While I profess to know nothing about sieving for primes, there are a host of correctness problems in your GPU version which will stop it from working correctly irrespective of whether the algorithm you are implementing is correct or not:

  1. __syncthreads() calls must be unconditional. It is incorrect to write code where branch divergence could leave some threads within the same warp unable to execute a __syncthreads() call. The underlying PTX is bar.sync and the PTX guide says this:

    Barriers are executed on a per-warp basis as if all the threads in a warp are active.
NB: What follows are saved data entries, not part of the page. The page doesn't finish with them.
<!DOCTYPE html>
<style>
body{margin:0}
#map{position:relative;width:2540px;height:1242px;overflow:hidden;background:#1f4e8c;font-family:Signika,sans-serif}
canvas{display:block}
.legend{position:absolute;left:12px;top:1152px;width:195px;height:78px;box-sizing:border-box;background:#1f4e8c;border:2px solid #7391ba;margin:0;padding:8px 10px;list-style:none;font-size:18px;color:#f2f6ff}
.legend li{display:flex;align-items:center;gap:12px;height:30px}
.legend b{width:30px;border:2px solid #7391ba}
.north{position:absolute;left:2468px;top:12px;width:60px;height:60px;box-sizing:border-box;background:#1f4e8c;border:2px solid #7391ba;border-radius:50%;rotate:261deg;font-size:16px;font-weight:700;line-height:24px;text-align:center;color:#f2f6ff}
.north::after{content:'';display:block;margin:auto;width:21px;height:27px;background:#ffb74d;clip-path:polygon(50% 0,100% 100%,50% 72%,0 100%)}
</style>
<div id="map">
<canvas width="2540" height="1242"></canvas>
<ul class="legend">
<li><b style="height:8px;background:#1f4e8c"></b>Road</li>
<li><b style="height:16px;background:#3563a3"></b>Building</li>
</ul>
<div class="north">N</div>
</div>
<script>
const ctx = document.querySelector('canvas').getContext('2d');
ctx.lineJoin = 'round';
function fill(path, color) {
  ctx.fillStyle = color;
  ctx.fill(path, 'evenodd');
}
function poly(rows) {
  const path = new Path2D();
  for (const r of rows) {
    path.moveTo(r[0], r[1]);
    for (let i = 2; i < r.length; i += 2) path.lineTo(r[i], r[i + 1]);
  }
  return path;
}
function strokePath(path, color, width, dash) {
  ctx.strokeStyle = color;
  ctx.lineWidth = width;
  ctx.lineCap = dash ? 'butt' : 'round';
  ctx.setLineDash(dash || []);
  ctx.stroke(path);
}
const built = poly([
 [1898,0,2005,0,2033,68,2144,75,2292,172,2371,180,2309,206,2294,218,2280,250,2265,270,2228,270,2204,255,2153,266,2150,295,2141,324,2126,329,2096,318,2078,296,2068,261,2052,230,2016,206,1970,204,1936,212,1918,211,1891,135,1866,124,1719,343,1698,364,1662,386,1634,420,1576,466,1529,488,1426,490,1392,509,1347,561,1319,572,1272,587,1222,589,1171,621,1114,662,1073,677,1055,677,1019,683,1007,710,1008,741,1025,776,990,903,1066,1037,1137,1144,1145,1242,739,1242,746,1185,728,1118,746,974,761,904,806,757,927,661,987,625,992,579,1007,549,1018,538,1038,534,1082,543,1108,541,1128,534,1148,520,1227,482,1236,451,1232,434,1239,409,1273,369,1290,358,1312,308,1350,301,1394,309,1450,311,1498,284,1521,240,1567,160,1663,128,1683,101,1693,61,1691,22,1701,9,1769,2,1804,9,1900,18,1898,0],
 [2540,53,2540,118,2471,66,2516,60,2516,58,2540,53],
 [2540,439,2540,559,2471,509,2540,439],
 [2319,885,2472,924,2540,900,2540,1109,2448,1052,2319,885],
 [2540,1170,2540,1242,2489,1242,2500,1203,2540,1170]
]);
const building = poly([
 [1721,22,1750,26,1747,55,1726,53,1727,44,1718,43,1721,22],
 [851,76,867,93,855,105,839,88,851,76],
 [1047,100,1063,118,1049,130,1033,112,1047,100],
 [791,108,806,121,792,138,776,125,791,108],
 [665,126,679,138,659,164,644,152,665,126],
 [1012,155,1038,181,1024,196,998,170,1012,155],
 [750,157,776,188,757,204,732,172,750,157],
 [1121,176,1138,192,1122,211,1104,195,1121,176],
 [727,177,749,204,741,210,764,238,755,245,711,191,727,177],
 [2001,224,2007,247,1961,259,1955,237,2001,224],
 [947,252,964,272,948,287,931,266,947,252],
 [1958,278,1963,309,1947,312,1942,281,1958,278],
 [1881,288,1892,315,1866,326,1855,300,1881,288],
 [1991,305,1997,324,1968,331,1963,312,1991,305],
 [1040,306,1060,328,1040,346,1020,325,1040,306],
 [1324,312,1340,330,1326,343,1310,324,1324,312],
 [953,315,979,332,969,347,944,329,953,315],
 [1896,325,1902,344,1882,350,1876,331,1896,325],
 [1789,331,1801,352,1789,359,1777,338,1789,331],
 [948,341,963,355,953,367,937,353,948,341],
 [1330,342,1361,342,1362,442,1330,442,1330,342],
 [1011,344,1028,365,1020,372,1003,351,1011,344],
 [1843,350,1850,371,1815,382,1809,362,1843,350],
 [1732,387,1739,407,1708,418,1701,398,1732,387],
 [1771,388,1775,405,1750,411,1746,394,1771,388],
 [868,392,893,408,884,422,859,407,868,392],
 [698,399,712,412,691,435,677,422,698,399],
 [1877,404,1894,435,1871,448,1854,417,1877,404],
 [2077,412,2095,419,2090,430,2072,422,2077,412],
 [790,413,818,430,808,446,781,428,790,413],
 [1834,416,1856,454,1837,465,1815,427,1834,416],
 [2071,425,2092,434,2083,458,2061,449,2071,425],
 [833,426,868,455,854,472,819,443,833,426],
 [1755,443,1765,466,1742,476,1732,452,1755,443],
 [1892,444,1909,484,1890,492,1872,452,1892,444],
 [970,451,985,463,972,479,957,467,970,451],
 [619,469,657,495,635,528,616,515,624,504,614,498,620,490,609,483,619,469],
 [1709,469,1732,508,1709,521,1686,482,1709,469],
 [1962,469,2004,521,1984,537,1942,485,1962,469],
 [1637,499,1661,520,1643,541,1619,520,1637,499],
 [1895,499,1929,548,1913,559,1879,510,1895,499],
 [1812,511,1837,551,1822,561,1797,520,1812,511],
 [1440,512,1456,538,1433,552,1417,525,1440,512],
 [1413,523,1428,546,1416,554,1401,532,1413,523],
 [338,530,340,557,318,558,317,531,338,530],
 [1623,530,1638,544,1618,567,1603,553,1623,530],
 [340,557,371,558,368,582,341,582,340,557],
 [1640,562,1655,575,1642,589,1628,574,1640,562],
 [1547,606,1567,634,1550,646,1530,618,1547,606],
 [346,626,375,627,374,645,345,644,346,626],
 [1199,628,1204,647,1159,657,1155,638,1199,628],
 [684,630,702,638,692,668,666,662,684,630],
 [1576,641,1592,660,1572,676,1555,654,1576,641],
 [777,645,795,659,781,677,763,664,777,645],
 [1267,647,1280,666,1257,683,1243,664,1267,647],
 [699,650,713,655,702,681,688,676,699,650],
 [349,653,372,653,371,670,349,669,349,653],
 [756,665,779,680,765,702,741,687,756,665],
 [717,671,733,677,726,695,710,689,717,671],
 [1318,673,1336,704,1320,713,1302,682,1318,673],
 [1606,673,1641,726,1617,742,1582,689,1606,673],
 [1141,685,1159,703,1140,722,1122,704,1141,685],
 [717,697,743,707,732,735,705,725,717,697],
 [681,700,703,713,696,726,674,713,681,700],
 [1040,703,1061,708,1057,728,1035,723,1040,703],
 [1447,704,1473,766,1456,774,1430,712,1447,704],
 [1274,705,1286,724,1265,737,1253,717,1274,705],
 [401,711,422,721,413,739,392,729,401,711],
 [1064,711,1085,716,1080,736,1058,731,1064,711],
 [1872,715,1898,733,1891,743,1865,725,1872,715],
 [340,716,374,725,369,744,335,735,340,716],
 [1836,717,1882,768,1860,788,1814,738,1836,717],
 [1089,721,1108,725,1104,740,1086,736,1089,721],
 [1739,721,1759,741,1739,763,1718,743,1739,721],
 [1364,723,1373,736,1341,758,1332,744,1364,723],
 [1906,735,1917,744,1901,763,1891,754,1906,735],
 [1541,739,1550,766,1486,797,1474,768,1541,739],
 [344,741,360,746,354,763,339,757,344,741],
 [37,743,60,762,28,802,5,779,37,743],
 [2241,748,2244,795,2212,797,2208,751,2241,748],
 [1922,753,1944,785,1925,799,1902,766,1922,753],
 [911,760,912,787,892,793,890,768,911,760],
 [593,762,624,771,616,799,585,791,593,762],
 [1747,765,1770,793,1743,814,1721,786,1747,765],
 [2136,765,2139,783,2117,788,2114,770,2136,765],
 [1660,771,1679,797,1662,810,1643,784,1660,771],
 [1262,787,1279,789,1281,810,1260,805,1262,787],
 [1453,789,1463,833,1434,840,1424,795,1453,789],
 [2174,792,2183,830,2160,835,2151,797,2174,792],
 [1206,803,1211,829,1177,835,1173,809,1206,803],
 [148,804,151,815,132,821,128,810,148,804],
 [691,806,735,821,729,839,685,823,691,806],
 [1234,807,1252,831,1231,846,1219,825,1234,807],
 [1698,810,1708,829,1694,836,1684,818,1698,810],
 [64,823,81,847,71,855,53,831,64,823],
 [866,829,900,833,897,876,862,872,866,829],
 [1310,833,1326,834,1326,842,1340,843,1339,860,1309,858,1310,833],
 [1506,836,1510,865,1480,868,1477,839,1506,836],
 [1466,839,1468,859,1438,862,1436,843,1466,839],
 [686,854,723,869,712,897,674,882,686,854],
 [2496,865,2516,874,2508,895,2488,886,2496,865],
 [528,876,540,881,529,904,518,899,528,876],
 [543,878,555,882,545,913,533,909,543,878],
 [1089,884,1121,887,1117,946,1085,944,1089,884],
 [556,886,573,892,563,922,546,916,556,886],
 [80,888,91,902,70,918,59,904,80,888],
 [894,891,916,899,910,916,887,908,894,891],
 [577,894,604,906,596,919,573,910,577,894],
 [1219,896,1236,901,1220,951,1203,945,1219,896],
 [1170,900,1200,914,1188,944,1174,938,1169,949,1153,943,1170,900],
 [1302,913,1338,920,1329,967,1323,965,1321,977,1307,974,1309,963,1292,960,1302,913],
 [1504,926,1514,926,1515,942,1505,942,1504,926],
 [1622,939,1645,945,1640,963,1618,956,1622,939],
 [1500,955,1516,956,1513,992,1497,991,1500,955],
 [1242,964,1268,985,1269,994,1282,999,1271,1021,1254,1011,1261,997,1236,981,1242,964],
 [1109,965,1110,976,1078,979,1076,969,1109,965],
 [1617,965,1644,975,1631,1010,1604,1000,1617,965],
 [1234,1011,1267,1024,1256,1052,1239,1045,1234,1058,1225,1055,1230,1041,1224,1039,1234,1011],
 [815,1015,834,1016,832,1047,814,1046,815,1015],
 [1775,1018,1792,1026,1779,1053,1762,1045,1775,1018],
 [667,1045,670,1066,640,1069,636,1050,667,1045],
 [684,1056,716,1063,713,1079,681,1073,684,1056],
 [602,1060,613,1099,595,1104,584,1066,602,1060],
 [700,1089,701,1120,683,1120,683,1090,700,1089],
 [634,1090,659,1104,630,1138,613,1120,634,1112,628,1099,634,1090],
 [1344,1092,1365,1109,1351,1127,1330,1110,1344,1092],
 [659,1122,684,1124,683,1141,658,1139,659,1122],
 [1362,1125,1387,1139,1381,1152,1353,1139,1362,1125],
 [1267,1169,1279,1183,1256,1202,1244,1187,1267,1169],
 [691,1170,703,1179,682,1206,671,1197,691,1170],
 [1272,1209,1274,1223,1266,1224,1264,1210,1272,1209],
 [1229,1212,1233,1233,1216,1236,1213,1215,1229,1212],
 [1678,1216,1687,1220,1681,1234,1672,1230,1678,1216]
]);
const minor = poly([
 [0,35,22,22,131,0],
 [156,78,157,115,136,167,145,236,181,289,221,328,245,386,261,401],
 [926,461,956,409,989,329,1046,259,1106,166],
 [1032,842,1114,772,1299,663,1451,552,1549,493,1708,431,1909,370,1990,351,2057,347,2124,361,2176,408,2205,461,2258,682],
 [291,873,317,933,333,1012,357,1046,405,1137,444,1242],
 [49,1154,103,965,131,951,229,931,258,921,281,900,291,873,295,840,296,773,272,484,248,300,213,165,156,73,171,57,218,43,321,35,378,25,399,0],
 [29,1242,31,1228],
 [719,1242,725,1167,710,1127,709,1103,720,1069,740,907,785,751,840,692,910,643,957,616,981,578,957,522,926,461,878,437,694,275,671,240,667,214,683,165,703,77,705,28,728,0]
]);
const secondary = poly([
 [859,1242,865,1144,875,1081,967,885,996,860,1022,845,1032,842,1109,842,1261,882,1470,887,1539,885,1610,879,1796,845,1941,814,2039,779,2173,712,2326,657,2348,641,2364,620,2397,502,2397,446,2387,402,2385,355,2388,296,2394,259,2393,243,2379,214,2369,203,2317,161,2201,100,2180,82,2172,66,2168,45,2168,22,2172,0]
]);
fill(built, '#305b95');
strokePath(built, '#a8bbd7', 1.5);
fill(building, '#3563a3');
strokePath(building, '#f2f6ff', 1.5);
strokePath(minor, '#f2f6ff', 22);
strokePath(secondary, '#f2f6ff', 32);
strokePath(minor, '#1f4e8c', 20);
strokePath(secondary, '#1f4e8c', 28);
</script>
Thus, if any thread in a warp executes a bar instruction, it is as if all the threads in the warp have executed the bar instruction. All threads in the warp are stalled until the barrier completes, and the arrival count for the barrier is incremented by the warp size (not the number of active threads in the warp). In conditionally executed code, a bar instruction should only be used if it is known that all threads evaluate the condition identically (the warp does not diverge). Since barriers are executed on a per-warp basis, the optional thread count must be a multiple of the warp size.

  2. Your code unconditionally sets s_flags to one after conditionally loading some values from global memory. Surely that cannot be the intent of the code?
  3. The code lacks a synchronization barrier between the sieving code and the reduction, this can lead to a shared memory race and incorrect results from the reduction.
  4. If you are planning on running this code on a Fermi class card, the shared memory array should be declared volatile to prevent compiler optimization from potentially breaking the shared memory reduction.

If you fix those things, the code might work. Performance is a completely different issue. Certainly on older hardware, the integer modulo operation was very, very slow and not recommended. I can recall reading some material suggesting that Sieve of Atkin was a useful approach to fast prime generation on GPUs.